# Wyndham Program Fees?



## Herbaltees (Dec 2, 2018)

At what point do the Wyndham Program fees kick in?

I have a yearly 77k point contract that I bought resale and am considering another. But I want to buy something large enough where I won't pay the program fee.

I think I read a thread here somewhere where someone mentioned the program fee/ versus points made sense.
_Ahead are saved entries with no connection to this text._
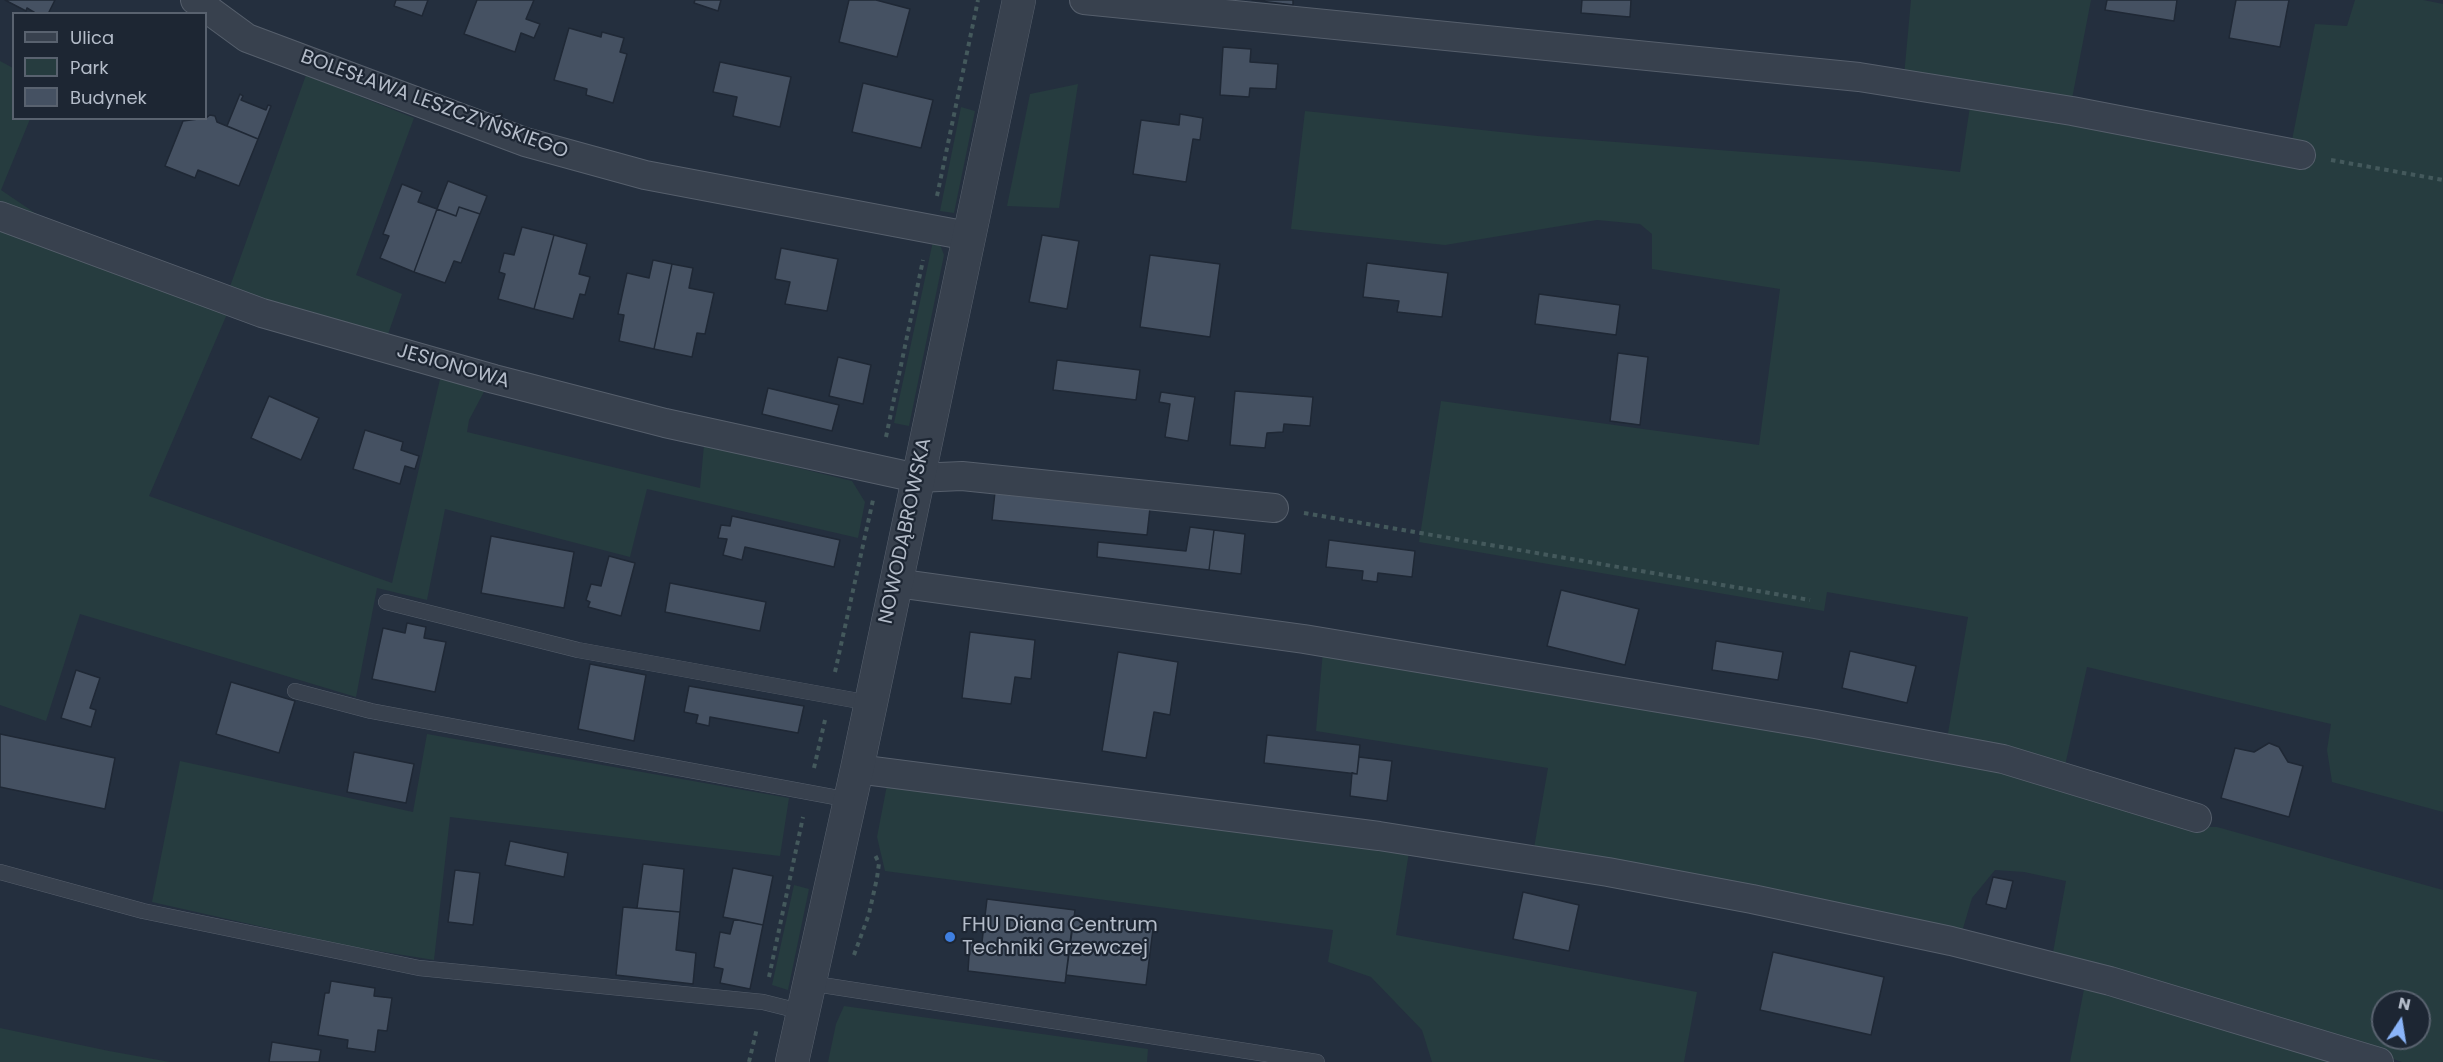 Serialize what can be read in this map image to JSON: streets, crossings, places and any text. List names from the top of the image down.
{
  "streets": {
    "street": ["BOLESŁAWA LESZCZYŃSKIEGO", "JESIONOWA", "NOWODĄBROWSKA"]
  },
  "crossings": [
    ["BOLESŁAWA LESZCZYŃSKIEGO", "NOWODĄBROWSKA"],
    ["JESIONOWA", "NOWODĄBROWSKA"]
  ],
  "places": ["FHU Diana Centrum Techniki Grzewczej"],
  "legend": ["Ulica", "Park", "Budynek"],
  "north": "top"
} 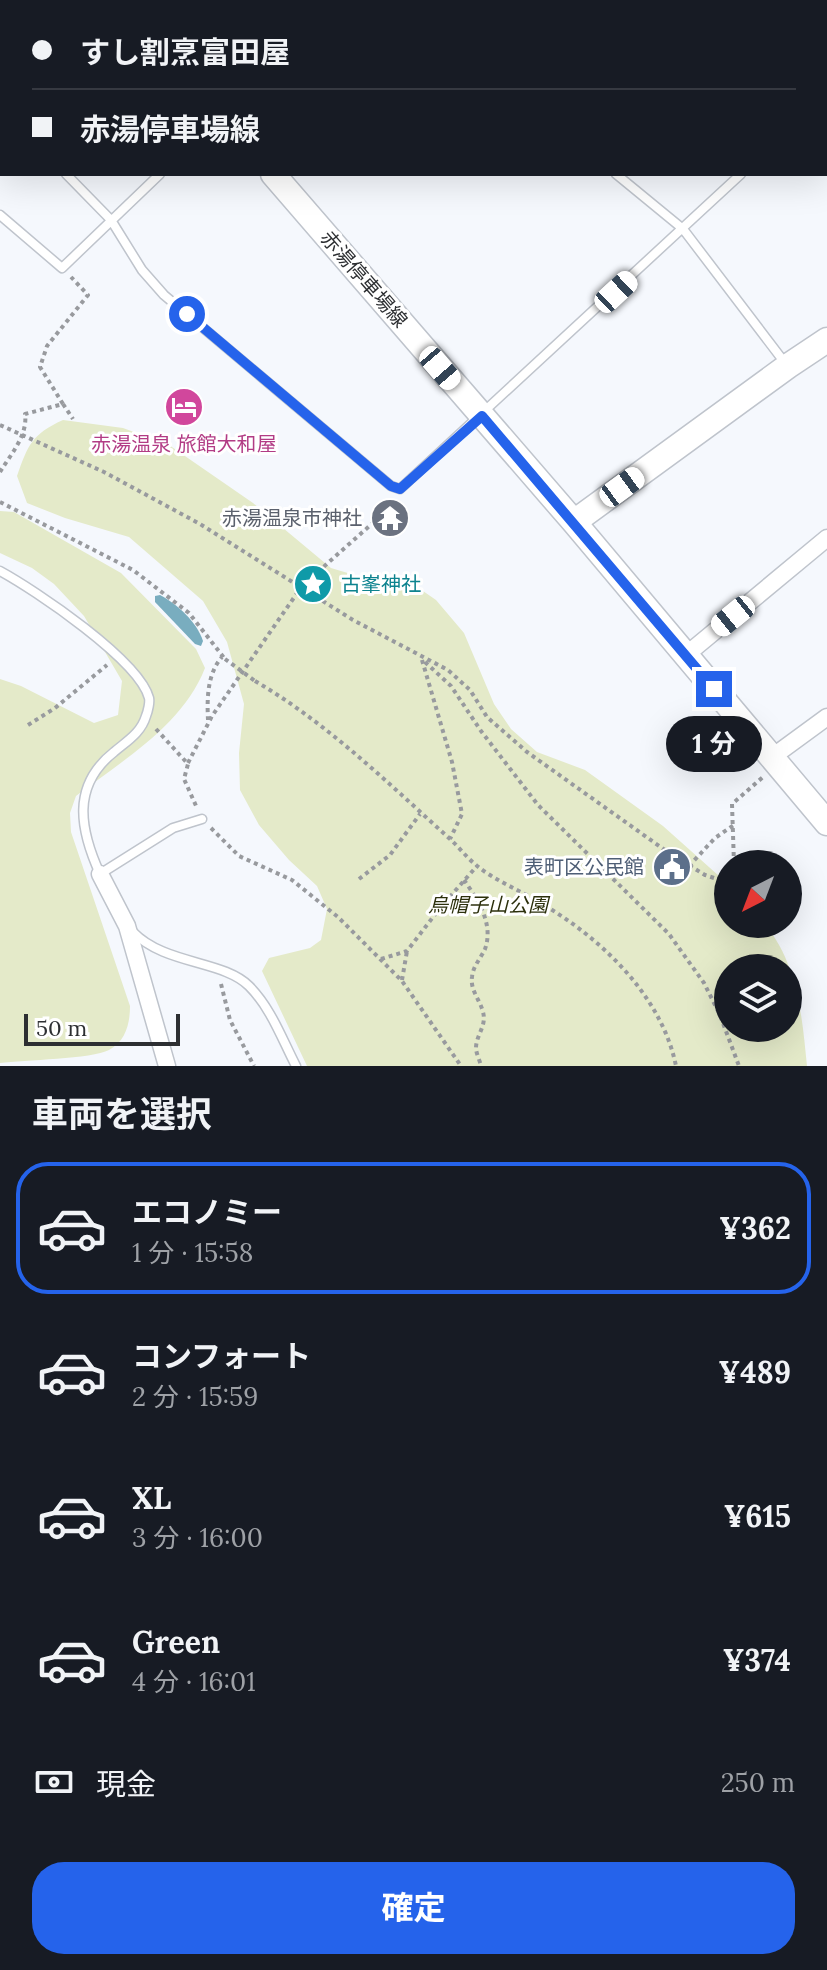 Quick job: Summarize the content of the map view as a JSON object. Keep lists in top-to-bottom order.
{
  "streets": {
    "main road": ["赤湯停車場線"]
  },
  "parks": ["烏帽子山公園"],
  "places": {
    "hotel": ["赤湯温泉 旅館大和屋"],
    "temple": ["赤湯温泉市神社"],
    "place": ["古峯神社"],
    "public building": ["表町区公民館"]
  },
  "scale_bar": "50 m",
  "north": "bottom left",
  "page": {
    "banner": ["すし割烹富田屋", "赤湯停車場線"],
    "bubble": "1 分",
    "scale": "50 m",
    "heading": "車両を選択",
    "list": [
      {
        "name": "エコノミー",
        "note": "1 分 · 15:58",
        "value": "¥362"
      },
      {
        "name": "コンフォート",
        "note": "2 分 · 15:59",
        "value": "¥489"
      },
      {
        "name": "XL",
        "note": "3 分 · 16:00",
        "value": "¥615"
      },
      {
        "name": "Green",
        "note": "4 分 · 16:01",
        "value": "¥374"
      }
    ],
    "pay": ["現金", "250 m"],
    "buttons": "確定"
  }
} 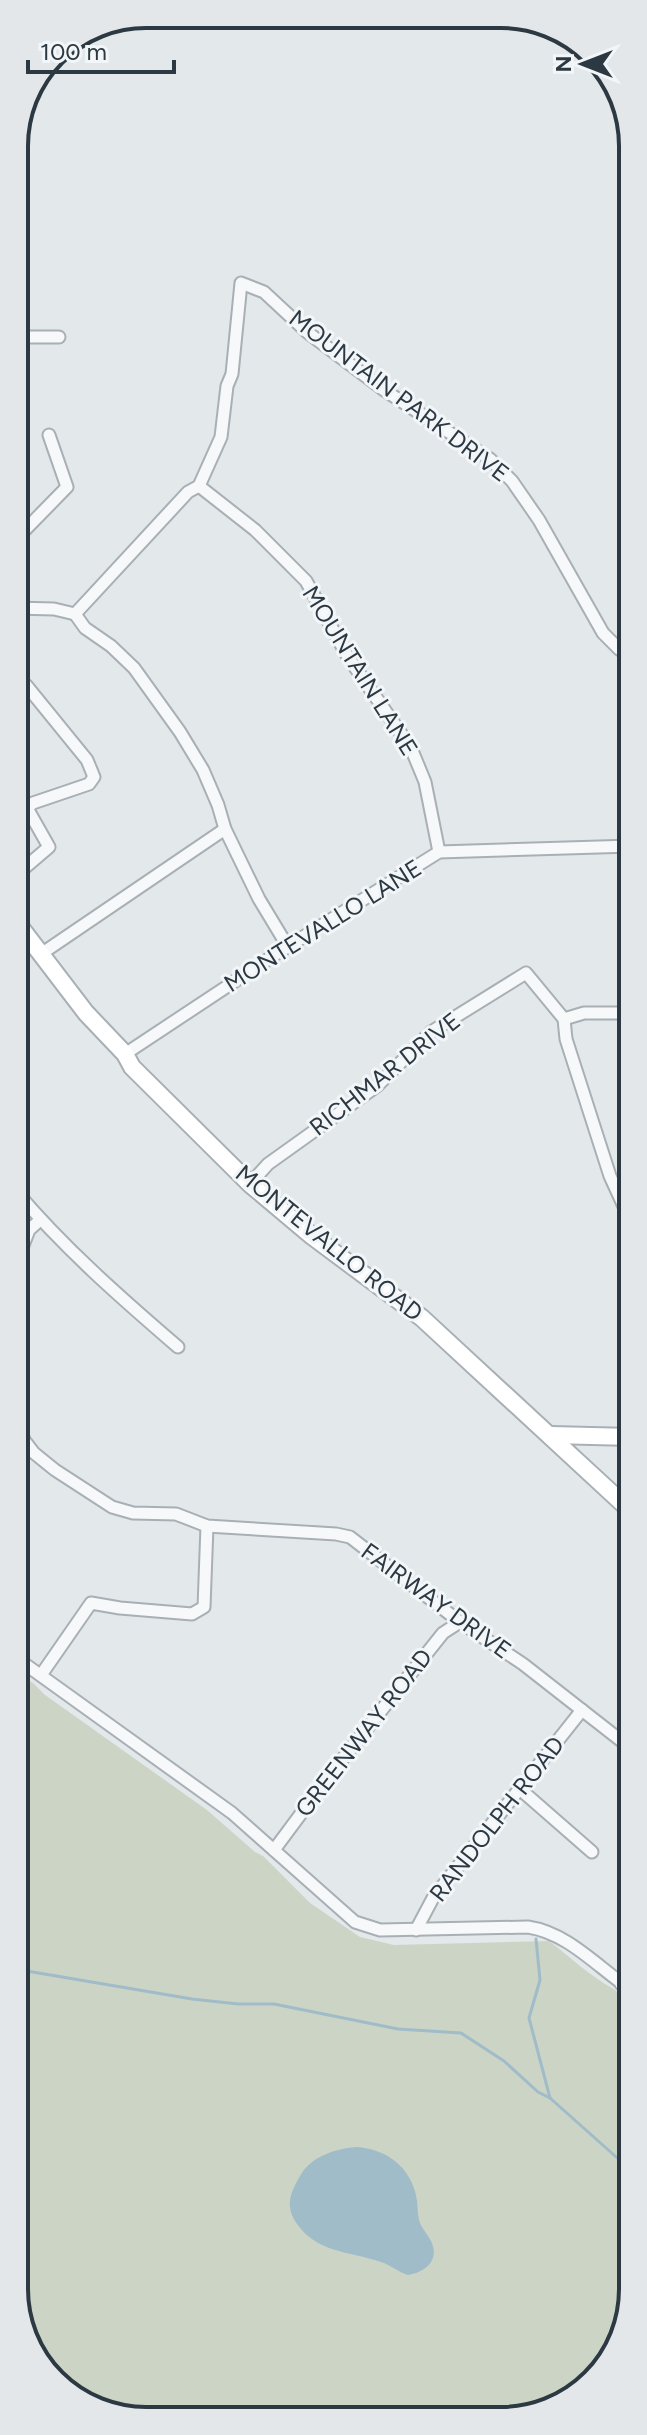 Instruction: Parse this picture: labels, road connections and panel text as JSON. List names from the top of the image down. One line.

I think I need a total of 225k points so we could get at least get 2BR units or larger every other year.

What is your advice?


----------



## Jan M. (Dec 2, 2018)

Herbaltees said:


> At what point do the Wyndham Program fees kick in?
> 
> I have a yearly 77k point contract that I bought resale and am considering another. But I want to buy something large enough where I won't pay the program fee.
> 
> ...



An owner needs to have at least 231,000 points or they will pay the minimum program fee of $135 if they bought points resale or $155 if they bought the points from Wyndham. Once they have at least 231,000 points they will pay either .58 or .60 per thousand depending on how they bought the points. These are the 2019 program fees and went up .02 per thousand points for 2019.


----------



## Herbaltees (Dec 2, 2018)

Jan M. said:


> An owner needs to have at least 231,000 points or they will pay the minimum program fee of $135 if they bought points resale or $155 if they bought the points from Wyndham. Once they have at least 231,000 points they will pay either .58 or .60 per thousand depending on how they bought the points. These are the 2019 program fees and went up .02 per thousand points for 2019.



Thanks!! 

You need 231k per contact or overall in your portfolio/account?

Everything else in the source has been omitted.